Theory of noncontact friction for atom-surface interactions
U. D. Jentschura, M. Janke, M. DeKieviet

TL;DR
This paper analyzes noncontact (van der Waals) friction between atoms and surfaces, highlighting the dominance of backaction effects over direct electromagnetic fluctuation contributions across various materials and atom types.
Contribution
It provides a detailed theoretical investigation of noncontact friction, emphasizing the significance of backaction effects and comparing different atom-surface material interactions.
Findings
Backaction friction dominates over direct electromagnetic fluctuation friction.
Friction coefficients vary significantly among materials, with gold showing much smaller values.

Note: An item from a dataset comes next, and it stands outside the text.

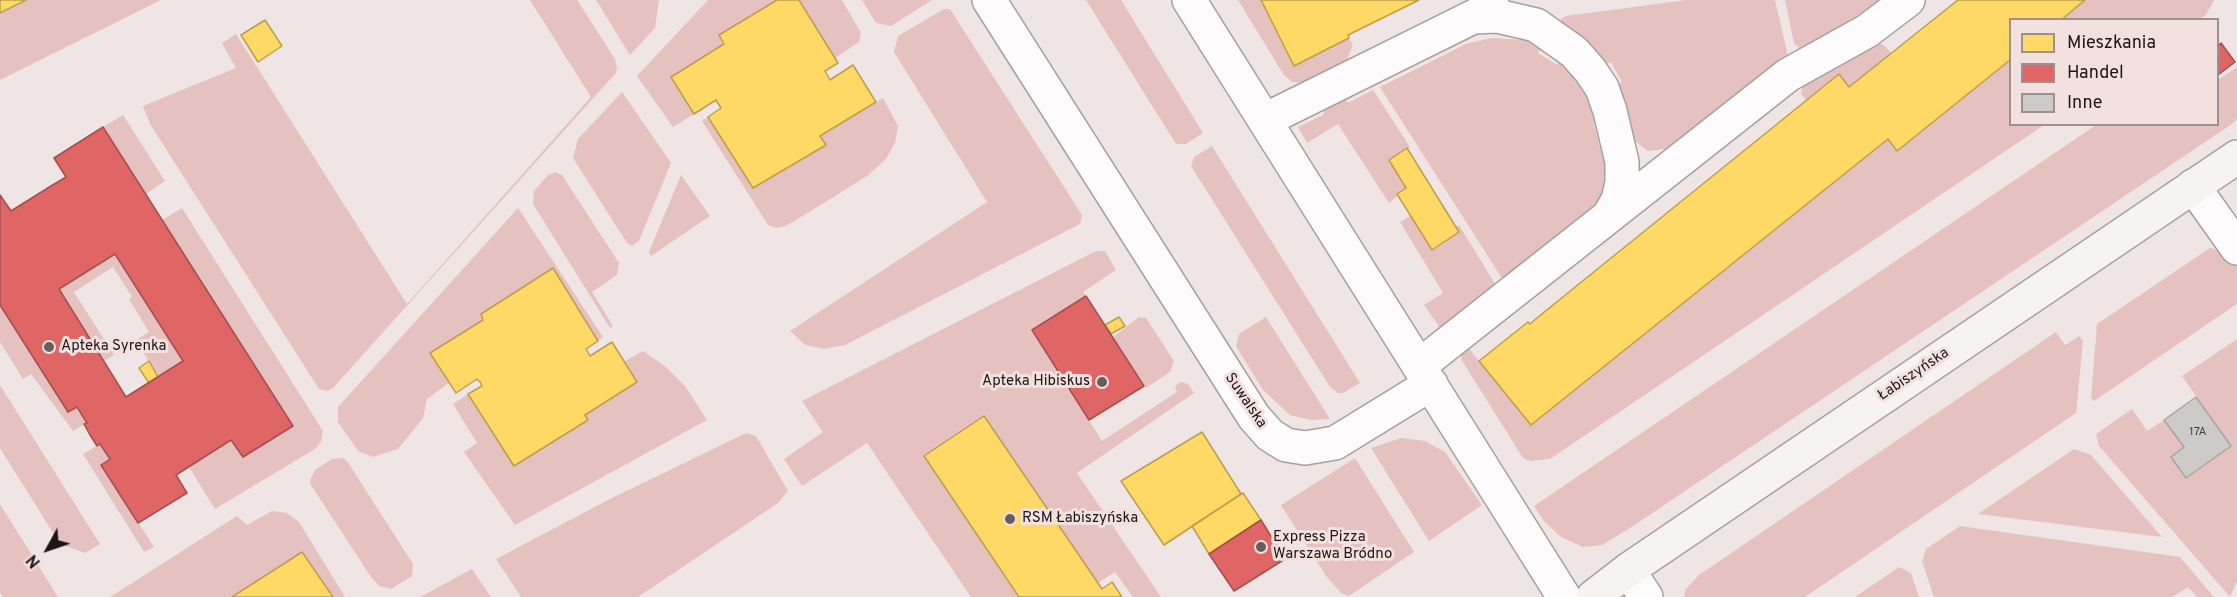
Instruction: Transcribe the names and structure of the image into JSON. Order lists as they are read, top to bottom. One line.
{"streets":{"street":["Łabiszyńska","Suwalska"]},"places":["Apteka Syrenka","Apteka Hibiskus","RSM Łabiszyńska","Express Pizza Warszawa Bródno"],"house_numbers":["17A"],"legend":["Mieszkania","Handel","Inne"],"north":"bottom left"}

Theoretical predictions cover hydrogen, helium, and metastable helium atoms with multiple surfaces.
Abstract
The noncontact (van der Waals) friction is an interesting physical effect which has been the subject of controversial scientific discussion. The "direct" friction term due to the thermal fluctuations of the electromagnetic field leads to a friction force proportional to 1/Z^5 where Z is the atom-wall distance). The "backaction" friction term takes into account the feedback of thermal fluctuations of the atomic dipole moment onto the motion of the atom and scales as 1/Z^8. We investigate noncontact friction effects for the interactions of hydrogen, ground-state helium and metastable helium atoms with alpha-quartz (SiO_2), gold (Au) and calcium difluorite (CaF_2). We find that the backaction term dominates over the direct term induced by the thermal electromagnetic fluctuations inside the material, over wide distance ranges. The friction coefficients obtained for gold are smaller than…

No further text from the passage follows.